Ron Paul Responds to Racism Charges on CNN
Ron Paul recently appeared on CNN to address charges of racism. The video is available on YouTube and I recommend that everyone watch it.
I still don't think the response is fully adequate, but there are a number of points that I think are important in terms of a total evaluation of the situation:
- Paul explicitly and repeatedly repudiates the views expressed in the newsletters.

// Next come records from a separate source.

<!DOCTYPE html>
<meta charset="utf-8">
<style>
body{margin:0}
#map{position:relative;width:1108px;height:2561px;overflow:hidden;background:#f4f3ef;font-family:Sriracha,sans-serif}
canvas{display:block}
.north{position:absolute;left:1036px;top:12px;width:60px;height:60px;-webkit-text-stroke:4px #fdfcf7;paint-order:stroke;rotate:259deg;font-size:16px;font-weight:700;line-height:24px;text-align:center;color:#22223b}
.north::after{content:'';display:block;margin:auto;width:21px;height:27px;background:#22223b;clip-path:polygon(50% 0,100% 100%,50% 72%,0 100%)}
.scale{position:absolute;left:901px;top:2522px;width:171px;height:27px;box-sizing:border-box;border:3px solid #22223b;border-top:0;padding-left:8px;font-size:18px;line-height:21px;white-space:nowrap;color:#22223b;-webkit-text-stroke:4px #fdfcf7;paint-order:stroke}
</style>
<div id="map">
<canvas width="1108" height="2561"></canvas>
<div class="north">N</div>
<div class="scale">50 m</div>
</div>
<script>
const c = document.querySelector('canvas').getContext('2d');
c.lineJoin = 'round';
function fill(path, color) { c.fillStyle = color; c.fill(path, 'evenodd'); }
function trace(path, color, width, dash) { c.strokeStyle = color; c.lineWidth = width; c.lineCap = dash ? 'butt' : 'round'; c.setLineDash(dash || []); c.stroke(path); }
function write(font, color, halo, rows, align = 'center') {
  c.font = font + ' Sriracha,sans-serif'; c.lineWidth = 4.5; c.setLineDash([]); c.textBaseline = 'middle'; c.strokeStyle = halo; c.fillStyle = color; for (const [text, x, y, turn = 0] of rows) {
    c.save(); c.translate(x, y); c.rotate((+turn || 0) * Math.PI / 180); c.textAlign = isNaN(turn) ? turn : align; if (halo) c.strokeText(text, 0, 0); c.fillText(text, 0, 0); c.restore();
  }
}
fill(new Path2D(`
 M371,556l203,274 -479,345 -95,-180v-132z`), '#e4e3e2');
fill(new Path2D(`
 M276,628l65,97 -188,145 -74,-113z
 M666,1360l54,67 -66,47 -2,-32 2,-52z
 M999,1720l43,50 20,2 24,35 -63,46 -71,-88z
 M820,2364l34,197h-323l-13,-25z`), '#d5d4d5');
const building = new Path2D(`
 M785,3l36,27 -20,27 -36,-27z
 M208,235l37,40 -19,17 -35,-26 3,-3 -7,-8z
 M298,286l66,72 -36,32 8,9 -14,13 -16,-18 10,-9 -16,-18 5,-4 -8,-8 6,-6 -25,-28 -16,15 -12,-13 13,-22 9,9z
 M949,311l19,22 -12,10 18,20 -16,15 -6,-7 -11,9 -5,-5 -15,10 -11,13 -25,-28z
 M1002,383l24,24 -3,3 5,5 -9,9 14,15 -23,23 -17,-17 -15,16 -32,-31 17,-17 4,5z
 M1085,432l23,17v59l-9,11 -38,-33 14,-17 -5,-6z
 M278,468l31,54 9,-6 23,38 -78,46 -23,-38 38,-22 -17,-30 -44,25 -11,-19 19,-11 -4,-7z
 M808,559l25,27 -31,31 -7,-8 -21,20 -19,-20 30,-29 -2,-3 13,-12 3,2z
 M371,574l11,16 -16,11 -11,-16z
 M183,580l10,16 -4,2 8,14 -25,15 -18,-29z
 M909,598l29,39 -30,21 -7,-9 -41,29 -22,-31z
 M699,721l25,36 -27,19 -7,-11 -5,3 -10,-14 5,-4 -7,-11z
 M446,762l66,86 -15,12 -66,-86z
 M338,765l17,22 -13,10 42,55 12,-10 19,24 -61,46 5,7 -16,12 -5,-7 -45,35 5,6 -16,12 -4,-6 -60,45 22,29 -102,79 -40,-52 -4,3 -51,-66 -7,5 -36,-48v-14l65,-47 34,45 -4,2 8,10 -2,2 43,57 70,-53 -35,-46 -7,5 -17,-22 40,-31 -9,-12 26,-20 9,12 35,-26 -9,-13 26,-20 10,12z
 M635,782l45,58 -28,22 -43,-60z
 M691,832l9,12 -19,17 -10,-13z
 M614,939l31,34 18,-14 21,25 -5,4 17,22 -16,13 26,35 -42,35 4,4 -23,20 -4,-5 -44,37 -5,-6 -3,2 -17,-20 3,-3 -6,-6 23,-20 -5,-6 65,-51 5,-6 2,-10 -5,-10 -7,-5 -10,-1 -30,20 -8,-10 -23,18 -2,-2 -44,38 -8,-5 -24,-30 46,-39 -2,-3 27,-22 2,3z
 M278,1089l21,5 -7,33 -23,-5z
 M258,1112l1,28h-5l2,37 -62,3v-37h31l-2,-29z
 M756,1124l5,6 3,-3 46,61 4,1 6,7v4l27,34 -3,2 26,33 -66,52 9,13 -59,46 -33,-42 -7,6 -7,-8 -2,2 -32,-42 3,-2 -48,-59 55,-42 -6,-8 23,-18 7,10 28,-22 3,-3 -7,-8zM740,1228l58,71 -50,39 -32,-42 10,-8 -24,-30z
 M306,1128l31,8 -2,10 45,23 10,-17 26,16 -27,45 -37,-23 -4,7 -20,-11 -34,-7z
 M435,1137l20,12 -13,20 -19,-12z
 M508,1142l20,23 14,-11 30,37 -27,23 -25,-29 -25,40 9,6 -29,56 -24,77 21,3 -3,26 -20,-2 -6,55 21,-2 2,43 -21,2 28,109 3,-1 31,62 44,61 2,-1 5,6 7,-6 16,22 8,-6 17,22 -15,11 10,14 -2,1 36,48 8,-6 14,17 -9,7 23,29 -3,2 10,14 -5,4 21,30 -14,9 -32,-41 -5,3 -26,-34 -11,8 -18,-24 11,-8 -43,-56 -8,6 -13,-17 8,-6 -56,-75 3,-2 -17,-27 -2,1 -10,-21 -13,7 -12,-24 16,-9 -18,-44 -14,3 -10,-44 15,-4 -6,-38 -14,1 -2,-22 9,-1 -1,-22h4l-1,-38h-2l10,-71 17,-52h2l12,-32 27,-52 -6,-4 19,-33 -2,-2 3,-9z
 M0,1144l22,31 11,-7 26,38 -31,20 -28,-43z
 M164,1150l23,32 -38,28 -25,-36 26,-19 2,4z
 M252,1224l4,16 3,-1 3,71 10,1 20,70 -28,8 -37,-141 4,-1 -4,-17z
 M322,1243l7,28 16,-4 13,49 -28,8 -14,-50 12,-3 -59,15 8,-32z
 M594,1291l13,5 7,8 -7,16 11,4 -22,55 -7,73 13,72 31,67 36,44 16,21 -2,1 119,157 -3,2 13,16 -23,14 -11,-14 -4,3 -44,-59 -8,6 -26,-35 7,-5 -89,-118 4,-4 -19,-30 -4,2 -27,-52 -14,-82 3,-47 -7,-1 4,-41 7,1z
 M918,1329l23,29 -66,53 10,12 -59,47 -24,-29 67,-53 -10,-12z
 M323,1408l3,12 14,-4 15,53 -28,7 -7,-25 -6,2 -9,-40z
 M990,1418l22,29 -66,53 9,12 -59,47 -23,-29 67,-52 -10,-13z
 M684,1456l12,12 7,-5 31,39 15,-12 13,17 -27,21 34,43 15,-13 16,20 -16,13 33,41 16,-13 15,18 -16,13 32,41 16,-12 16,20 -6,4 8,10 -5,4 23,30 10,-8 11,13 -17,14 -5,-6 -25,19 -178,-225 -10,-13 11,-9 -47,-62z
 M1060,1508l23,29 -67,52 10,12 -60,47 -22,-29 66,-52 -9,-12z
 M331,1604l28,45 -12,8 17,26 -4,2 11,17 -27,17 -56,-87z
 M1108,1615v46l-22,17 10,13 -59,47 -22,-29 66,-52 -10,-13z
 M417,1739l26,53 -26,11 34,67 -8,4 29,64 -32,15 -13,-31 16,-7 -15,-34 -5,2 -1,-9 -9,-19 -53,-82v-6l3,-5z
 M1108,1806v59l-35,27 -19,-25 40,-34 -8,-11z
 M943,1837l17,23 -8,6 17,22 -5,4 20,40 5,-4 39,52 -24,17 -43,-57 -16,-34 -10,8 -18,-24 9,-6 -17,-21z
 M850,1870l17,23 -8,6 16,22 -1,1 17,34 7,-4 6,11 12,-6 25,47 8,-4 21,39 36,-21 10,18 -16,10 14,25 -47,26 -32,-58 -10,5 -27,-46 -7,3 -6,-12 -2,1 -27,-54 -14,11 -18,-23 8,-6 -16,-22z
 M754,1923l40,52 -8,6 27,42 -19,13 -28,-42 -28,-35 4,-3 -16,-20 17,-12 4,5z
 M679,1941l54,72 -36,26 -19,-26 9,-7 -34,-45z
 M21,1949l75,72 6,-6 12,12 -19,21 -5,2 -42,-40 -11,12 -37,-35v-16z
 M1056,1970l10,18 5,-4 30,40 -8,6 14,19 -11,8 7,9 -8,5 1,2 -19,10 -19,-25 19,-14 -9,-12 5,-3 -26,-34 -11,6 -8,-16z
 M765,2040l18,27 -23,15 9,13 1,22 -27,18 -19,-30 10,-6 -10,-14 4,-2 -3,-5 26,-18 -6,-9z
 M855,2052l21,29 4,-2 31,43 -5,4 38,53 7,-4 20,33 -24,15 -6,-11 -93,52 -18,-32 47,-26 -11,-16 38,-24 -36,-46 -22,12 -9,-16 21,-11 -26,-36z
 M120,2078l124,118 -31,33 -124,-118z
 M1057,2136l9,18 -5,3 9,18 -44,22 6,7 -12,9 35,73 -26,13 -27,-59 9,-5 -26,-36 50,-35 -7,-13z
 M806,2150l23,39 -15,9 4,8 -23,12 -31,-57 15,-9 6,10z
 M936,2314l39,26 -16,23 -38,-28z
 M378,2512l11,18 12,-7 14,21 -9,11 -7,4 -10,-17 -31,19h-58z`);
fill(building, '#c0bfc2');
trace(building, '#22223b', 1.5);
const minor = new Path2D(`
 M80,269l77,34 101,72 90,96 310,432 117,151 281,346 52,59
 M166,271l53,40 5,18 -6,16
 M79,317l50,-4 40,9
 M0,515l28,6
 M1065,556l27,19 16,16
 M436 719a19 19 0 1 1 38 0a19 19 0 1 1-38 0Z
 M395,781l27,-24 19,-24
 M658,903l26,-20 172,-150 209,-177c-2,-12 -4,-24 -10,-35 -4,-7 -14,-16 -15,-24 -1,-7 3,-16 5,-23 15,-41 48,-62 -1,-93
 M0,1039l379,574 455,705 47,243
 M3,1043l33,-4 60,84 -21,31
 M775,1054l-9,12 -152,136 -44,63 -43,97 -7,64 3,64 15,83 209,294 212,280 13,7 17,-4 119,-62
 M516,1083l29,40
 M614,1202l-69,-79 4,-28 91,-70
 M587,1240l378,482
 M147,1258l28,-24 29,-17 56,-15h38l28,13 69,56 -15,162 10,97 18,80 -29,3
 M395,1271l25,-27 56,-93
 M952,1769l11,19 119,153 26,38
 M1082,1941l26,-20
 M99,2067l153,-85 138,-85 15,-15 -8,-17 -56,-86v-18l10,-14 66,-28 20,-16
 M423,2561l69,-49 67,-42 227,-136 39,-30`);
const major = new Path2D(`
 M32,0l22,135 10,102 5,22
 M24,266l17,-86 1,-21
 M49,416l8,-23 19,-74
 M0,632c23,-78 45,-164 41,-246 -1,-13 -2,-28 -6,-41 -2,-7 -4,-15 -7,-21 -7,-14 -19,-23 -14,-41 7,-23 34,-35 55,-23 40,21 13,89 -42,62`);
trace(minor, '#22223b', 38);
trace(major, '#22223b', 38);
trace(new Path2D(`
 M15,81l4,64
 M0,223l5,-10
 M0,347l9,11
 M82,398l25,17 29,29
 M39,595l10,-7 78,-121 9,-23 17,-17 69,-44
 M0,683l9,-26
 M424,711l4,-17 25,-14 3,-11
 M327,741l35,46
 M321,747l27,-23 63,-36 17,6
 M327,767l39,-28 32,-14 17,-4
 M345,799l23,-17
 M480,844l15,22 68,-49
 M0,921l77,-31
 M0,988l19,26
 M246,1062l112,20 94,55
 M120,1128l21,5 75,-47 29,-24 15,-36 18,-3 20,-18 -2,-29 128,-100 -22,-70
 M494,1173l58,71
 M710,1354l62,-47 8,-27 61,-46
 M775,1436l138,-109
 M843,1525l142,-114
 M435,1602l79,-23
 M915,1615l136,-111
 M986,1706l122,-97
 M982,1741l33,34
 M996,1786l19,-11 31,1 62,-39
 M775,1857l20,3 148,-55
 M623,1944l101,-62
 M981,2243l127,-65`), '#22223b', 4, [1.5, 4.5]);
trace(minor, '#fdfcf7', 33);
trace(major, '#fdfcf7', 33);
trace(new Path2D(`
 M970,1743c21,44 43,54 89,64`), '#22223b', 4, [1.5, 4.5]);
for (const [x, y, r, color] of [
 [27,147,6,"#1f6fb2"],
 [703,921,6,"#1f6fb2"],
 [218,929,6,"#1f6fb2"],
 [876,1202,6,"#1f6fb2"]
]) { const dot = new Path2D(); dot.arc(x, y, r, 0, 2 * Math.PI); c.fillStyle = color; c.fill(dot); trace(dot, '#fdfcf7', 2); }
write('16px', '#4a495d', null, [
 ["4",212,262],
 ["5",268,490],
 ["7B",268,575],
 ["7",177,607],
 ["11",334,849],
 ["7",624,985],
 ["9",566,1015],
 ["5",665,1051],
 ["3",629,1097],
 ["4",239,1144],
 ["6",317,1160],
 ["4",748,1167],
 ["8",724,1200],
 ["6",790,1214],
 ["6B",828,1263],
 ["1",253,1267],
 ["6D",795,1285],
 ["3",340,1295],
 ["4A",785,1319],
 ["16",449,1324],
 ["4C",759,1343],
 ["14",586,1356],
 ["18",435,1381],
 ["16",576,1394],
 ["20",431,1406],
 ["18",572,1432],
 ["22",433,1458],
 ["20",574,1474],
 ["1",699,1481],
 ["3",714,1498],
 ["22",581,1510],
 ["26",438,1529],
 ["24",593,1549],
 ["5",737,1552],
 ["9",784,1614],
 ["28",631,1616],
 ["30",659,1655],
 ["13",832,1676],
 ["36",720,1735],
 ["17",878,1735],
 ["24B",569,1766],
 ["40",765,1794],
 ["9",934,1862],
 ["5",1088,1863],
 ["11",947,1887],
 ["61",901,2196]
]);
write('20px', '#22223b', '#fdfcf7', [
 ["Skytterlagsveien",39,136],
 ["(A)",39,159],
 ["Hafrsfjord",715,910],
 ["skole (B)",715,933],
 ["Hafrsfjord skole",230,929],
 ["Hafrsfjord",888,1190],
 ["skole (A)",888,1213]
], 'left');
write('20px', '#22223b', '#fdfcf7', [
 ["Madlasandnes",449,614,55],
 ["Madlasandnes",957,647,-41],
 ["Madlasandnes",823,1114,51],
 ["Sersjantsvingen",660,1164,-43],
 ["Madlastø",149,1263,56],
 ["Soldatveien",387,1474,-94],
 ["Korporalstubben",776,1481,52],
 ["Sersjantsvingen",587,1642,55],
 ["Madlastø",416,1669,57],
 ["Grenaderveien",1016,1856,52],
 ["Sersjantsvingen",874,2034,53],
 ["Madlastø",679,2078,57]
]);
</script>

- Paul calls Rosa Parks, Martin Luther King, and Ghandi "heroes" of individual liberty for their use of non-violent civil disobedience to oppose abuse of power by government.
- Paul says the article and its timing were politically motivated. In my opinion, some of the distortions and misleading statements in the New Republic article border on slander, and the timing is indeed suspicious, but that doesn't take away from just how bad some of the newsletter comments were. More discussion on this subject here and here. Paul says that, in particular, the revelation was intended to undermine his considerable support among black voters.
- Paul, to his credit, identifies a specific form of discrimination and insists that he, unlike any other candidate, will end it. The form of discrimination he refers to is in the enforcement of drug laws, and also the disproportionate impact that the drug war, which is completely out of control, has on the black community, and especially on the urban poor. He promises, specifically, to pardon every non-violent individual, of any race, who is currently imprisoned for drug possession. At one point Paul says that 67% of blacks are imprisoned; I assume he misspoke and intended to say that 67% of prison inmates are black.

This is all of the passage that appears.